The proxy must flush all the logs produced during initialization and execution and add a frame marker to denote the end of the log stream for an activation. This is done by emitting the token XXX_THE_END_OF_A_WHISK_ACTIVATION_XXX as the last log line for the stdout and stderr streams. Failure to emit this marker will cause delayed or truncated activation logs.

Testing

Action Interface tests

The Action interface is enforced via a canonical test suite which validates the initialization protocol, the runtime protocol, ensures the activation context is correctly prepared, and that the logs are properly framed. Your runtime should extend this test suite, and of course include additional tests as needed.

Runtime proxy tests

There is a canonical test harness for validating a new runtime.
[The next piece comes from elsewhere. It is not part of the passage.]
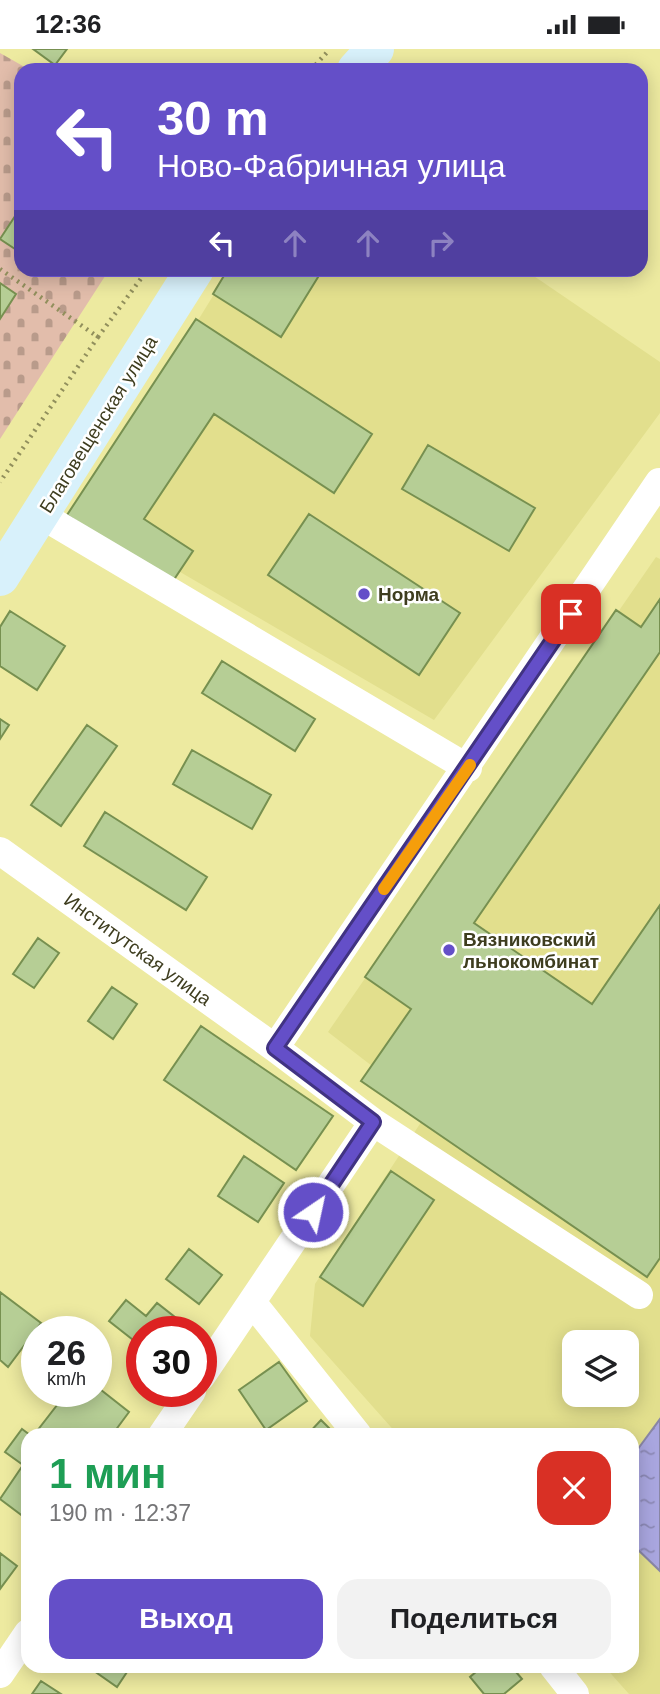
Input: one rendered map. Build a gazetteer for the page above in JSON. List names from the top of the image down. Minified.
{"streets":{"main road":["Благовещенская улица"],"street":["Институтская улица"]},"places":["Норма","Вязниковский льнокомбинат"],"page":{"status":"12:36","turn":["30 m","Ново-Фабричная улица"],"speed":"26 km/h","limit":"30","heading":["1 мин","190 m · 12:37"],"buttons":["Выход","Поделиться"]}}
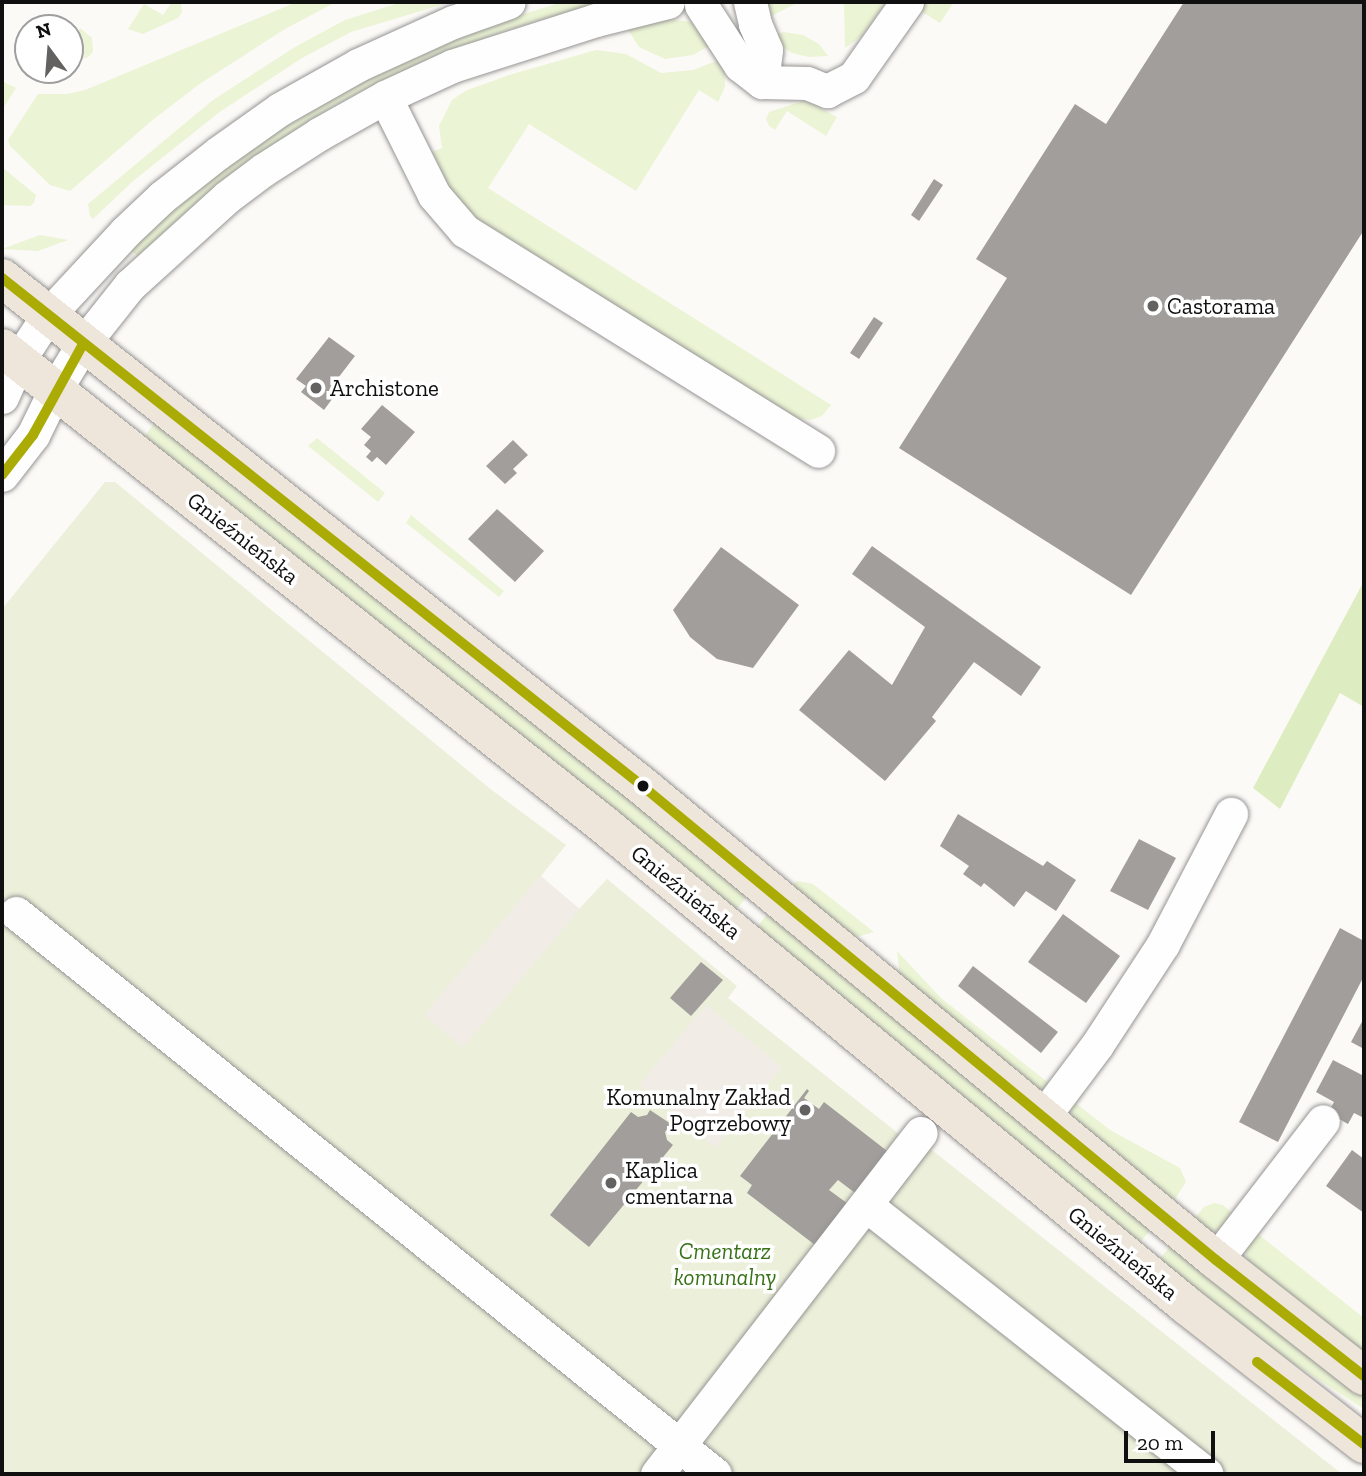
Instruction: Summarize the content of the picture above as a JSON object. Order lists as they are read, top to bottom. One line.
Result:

The tests verify that the proxy can handle the following scenarios:

  • Test the proxy can handle the identity functions (initialize and run).
  • Test the proxy can handle pre-defined environment variables as well as initialization parameters.
  • Test the proxy properly constructs the activation context.
  • Test the proxy can properly handle functions with Unicode characters.
  • Test the proxy can handle large payloads (more than 1MB).
  • Test the proxy can handle an entry point other than “main”.
  • Test the proxy does not permit re-initialization.
  • Test the error handling for an action returning an invalid response.
  • Test the proxy when initialized with no content.

The canonical test suite should be extended by the new runtime tests. Additional tests will be required depending on the feature set provided by the runtime.

Since the OpenWhisk platform is language and runtime agnostic, it is generally not necessary to add integration tests. That is the unit tests verifying the protocol are sufficient. However, it may be necessary in some cases to modify the wsk CLI or other OpenWhisk clients. In which case, appropriate tests should be added as necessary. The OpenWhisk platform will perform a generic integration test as part of its basic system tests. This integration test will require a test function to be available so that the test harness can create, invoke, and delete the action.